Tuesday, November 18, 2008

DHS and DOJ Lawsuit regarding stipulated removal

The Stanford Law School Immigrants' Rights Clinic (IRC), together with the National Immigration Law Center (NILC), the ACLU of Southern California (ACLUSC) and the National Lawyers Guild of San Francisco (NLGSF) filed a lawsuit in the U.S. District Court for the Northern District of California, under the Freedom of Information Act, to gain access to agency records about the stipulated removal program, which they say has deported over 96,000 non-citizens since its inception that may go as far back as 12 years ago.

The argument is this: Stipulated removal allows the Department of Justice and Department of Homeland Security to remove a non-citizen, even one with valid defenses against deportation, as long as the non-citizen signs an order. DHS appears to target non-citizens in immigration detention for stipulated removal, and does not allow the non-citizen to appear before a judge prior to being deported.

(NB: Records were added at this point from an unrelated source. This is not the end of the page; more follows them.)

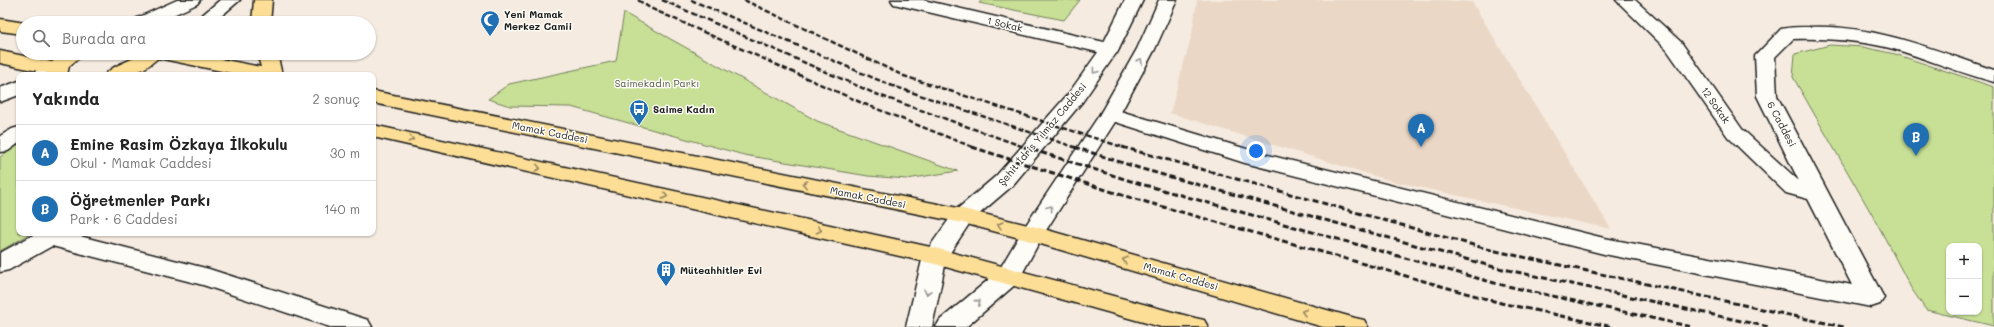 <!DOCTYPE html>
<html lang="tr">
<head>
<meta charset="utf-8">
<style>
	body { margin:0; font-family:Mali,sans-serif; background:#f2f2f2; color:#222 }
	.controls { position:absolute; right:12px; bottom:12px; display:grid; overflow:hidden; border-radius:8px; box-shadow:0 1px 3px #0004 }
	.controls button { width:36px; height:36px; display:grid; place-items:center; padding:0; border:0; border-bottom:1px solid #e0e0e0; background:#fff; color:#222; font:20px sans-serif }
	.you { position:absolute; left:1256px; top:151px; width:14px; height:14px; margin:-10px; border:3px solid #fff; border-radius:50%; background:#1a73e8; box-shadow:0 0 0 6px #1a73e833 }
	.badge { display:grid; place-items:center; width:26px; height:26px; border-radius:50%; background:#1f6fb2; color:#fff; font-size:13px; font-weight:700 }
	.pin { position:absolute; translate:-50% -33px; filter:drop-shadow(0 1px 2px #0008) }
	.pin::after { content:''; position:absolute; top:21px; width:14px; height:12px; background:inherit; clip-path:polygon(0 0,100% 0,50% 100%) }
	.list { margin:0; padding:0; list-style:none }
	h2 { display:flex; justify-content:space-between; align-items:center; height:52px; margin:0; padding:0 16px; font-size:17px }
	h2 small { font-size:13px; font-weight:400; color:#767676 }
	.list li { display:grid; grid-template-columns:26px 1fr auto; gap:12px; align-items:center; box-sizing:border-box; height:56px; padding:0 16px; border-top:1px solid #e0e0e0 }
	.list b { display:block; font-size:15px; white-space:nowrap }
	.list p { margin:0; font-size:13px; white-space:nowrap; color:#767676 }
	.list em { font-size:13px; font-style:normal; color:#767676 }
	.icon { flex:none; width:22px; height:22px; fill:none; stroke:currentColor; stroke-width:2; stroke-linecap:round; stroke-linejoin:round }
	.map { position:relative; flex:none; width:1994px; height:327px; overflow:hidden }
	.search { position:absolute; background:#fff; box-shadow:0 1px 3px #0004; left:16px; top:16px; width:360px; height:44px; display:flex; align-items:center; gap:10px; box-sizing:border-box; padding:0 14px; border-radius:22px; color:#767676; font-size:15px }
	.panel { position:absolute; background:#fff; box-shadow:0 1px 3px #0004; left:16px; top:72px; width:360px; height:164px; border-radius:8px }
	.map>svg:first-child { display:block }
	.built { fill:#ebd7c5 }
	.green { fill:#c7e096; stroke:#727e59; fill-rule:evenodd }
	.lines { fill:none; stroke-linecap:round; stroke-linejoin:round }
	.street-casing { stroke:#1c1c1c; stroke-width:3 }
	.secondary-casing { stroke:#1c1c1c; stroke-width:3 }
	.primary-casing { stroke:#1c1c1c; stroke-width:3 }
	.street { fill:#fdfcf7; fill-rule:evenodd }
	.secondary { fill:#fdfcf7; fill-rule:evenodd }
	.primary { fill:#fcde96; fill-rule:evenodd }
	.rail-far1 { stroke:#1c1c1c; stroke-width:2.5; stroke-dasharray:5.5 2.5; stroke-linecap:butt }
	.rail { stroke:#1c1c1c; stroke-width:3; stroke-dasharray:6 3; stroke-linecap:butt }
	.oneway { stroke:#989794 }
	.oneway2 { stroke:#97875f }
	.labels { text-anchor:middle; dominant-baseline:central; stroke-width:3; stroke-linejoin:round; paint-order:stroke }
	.poi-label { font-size:10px; font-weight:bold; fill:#1c1c1c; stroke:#fdfcf7; text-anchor:start }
	.street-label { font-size:10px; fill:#1c1c1c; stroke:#fdfcf7 }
	.park-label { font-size:10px; fill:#4f5741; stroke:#fdfcf7 }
</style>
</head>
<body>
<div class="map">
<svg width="1994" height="327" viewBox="0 0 1994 327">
	<rect width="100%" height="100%" fill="#f5ebe0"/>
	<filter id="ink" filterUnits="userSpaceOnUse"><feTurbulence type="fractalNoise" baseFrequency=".025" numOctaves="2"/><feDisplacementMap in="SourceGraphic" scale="8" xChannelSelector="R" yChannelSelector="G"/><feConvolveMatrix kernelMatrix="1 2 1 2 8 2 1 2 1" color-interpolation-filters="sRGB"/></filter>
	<g filter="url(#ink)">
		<!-- built -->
		<polygon class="built" points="1197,0 1442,0 1472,2 1611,229 1391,181 1170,113 1192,34"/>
		<!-- green -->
		<g class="green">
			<polygon points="982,0 1080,0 1064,20 979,3"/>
			<polygon points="624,13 817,121 958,171 907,179 868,176 744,155 571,107 510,106 488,99 509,84 616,61"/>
			<path d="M 1830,45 L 1863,47 L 1895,54 L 1994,87 L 1994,326 L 1926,310 L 1911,288 L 1878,225 L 1793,77 L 1795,54 ZM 1949,246 L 1979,246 L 1979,312 L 1949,312 Z"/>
			<polygon points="19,142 19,233 32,233 0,251 0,157"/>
		</g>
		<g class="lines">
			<defs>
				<g id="street">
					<polygon points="177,0 200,0 197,4 156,23 132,23 135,19"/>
					<polygon points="220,0 240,0 213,23 193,23"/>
					<polygon points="891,0 923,0 1117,45 1119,49 1117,53 1110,55 894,4"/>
					<path d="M 1616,0 L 1635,0 L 1681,42 L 1742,129 L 1799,181 L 1757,96 L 1755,56 L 1781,29 C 1790,27 1800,27 1809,27 C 1873,24 1935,50 1994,70 L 1994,82 C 1964,74 1934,62 1904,52 C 1867,41 1832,38 1793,39 L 1775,57 L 1777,96 L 1884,298 L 1880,304 L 1871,307 L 1604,254 L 1245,163 L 1103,118 L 1100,114 L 1103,110 L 1110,108 L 1260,153 L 1604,238 L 1852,285 L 1808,199 L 1786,193 L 1728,137 L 1667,50 Z"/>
					<polygon points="37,233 68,233 209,269 368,320 372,327 330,327 203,285 52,246 9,270 0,272 0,253"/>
					<polygon points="935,248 944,250 947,256 932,327 906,327 923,256 926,250"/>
					<polygon points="1008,268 1017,271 1021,277 1017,283 966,327 936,327 940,320 999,271"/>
				</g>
				<g id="secondary">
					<polygon points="1125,0 1143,0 1119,49 1083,101 1012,186 971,221 944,262 935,264 926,262 923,256 955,211 996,176 1069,93 1101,48"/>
					<polygon points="1159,0 1177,0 1155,49 1120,114 1043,235 1017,283 1008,286 999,283 995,277 1024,228 1100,114 1137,49"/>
					<path d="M 57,63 L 64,65 L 67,69 C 60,79 44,75 33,75 L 36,71 Z"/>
					<polygon points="19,81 19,95 0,102 0,88"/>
					<polygon points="19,127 19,143 8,151 0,152 0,136 12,129"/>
				</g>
				<g id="primary">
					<polygon points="254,0 272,0 270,23 252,23"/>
					<polygon points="0,19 25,23 23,23 23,34 0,31"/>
					<polygon points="0,51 52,62 62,53 85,53 69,66 67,75 47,75 47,73 0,63"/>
					<path d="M 141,53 L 190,53 L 261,67 L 257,53 L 277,53 L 282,75 L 241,75 L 158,58 C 139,75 130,75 105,75 C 113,64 131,62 141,53 Z"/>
					<polygon points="373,91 963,209 1040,228 1355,318 1364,320 1368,327 1323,327 1027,240 963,223 373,103"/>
					<polygon points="373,125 935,248 1195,318 1204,320 1208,327 1161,327 935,264 373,137"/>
				</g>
			</defs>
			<!-- street casing -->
			<use href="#street" class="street-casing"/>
			<!-- secondary casing -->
			<use href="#secondary" class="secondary-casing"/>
			<!-- primary casing -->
			<use href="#primary" class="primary-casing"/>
			<!-- street -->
			<use href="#street" class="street"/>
			<!-- secondary -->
			<use href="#secondary" class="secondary"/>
			<!-- primary -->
			<use href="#primary" class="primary"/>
			<!-- rail-far1 -->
			<g class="rail-far1">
				<polyline points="638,0 650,8 862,103 975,148"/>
				<polyline points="662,0 876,94 1027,148"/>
				<polyline points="691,0 890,85 1077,148"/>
				<polyline points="744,0 904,76 1125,148"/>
			</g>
			<!-- rail -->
			<g class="rail">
				<polyline points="972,147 1125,196 1501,303 1613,327"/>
				<polyline points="1024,147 1134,182 1498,284 1692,327"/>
				<polyline points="1074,147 1142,169 1494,267 1769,327"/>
				<polyline points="1122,147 1491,250 1844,327"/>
			</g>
		</g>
		<!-- one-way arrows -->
		<defs><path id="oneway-chevron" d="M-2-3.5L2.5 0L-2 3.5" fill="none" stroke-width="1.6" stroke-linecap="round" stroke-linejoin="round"/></defs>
		<g class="oneway">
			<use href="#oneway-chevron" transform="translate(1140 61) rotate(-60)"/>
			<use href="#oneway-chevron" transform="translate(1095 71) rotate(126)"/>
			<use href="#oneway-chevron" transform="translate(1050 208) rotate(-54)"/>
			<use href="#oneway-chevron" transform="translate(927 292) rotate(103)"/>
			<use href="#oneway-chevron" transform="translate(978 302) rotate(-40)"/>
		</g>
		<g class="oneway2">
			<use href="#oneway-chevron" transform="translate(411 139) rotate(13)"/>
			<use href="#oneway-chevron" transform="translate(538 168) rotate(13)"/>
			<use href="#oneway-chevron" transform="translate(805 184) rotate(-169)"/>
			<use href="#oneway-chevron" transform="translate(665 196) rotate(13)"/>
			<use href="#oneway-chevron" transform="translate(1000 225) rotate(-166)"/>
			<use href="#oneway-chevron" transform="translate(819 230) rotate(13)"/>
			<use href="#oneway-chevron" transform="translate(1125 260) rotate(-164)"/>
			<use href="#oneway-chevron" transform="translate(1304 312) rotate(-164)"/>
		</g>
	</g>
	<!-- icons -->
	<defs>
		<symbol id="mosque-pin" viewBox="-11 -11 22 30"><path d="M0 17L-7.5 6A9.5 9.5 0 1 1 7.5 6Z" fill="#1f6fb2" stroke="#fdfcf7"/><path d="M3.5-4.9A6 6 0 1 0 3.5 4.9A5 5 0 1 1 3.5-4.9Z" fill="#fff"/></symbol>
		<symbol id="bus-pin" viewBox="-11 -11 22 30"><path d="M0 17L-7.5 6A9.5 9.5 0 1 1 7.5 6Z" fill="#1f6fb2" stroke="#fdfcf7"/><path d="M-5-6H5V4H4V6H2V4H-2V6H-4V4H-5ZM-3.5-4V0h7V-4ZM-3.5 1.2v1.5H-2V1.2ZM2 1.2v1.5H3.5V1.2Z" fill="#fff"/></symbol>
		<symbol id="building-pin" viewBox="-11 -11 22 30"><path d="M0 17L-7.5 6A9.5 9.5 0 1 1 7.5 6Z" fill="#1f6fb2" stroke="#fdfcf7"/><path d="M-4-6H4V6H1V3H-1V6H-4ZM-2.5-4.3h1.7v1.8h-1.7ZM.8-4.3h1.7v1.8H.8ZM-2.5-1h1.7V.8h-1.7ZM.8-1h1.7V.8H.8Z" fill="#fff"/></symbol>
	</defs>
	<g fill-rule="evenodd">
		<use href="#mosque-pin" x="479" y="9" width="22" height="30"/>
		<use href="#bus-pin" x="628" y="98" width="22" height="30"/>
		<use href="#building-pin" x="655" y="259" width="22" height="30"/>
	</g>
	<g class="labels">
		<!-- poi labels -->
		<g class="poi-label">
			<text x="504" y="14">Yeni Mamak<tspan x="504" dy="12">Merkez Camii</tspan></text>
			<text x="653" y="109">Saime Kadın</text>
			<text x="680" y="270">Müteahhitler Evi</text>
		</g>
		<!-- street labels -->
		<g class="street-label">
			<text transform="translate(1005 24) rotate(13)">1 Sokak</text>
			<text transform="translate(1716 105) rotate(55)">12 Sokak</text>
			<text transform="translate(1782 124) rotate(62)">6 Caddesi</text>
			<text transform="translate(550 132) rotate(11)">Mamak Caddesi</text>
			<text transform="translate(1042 134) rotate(-50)">Şehit İdris Yılmaz Caddesi</text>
			<text transform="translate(868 197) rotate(11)">Mamak Caddesi</text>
			<text transform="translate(1181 276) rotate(16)">Mamak Caddesi</text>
		</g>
		<!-- park labels -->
		<g class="park-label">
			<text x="657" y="83">Saimekadın Parkı</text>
		</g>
	</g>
</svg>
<div class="controls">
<button>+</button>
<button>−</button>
</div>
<div class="you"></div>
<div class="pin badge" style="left:1421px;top:147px">A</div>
<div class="pin badge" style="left:1916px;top:156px">B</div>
<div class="search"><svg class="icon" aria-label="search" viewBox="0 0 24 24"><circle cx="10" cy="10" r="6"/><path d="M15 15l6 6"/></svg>Burada ara</div>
<section class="panel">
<h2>Yakında<small>2 sonuç</small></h2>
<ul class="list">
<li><span class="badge">A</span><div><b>Emine Rasim Özkaya İlkokulu</b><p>Okul · Mamak Caddesi</p></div><em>30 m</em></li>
<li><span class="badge">B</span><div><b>Öğretmenler Parkı</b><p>Park · 6 Caddesi</p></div><em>140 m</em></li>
</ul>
</section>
</div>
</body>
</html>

In the lawsuit, NLGSF et al. v U.S. DHS, the plaintiffs note that news reports, Congressional testimony, and agency press releases reveal that the DHS and DOJ have broadly implemented stipulated removal on a nationwide basis for at least 12 years. However, DHS and DOJ have failed to produce records that reflect the full scope of stipulated removal's implementation, and the select information DHS and DOJ have divulged to date provide a "strong indication that other documents have been improperly withheld."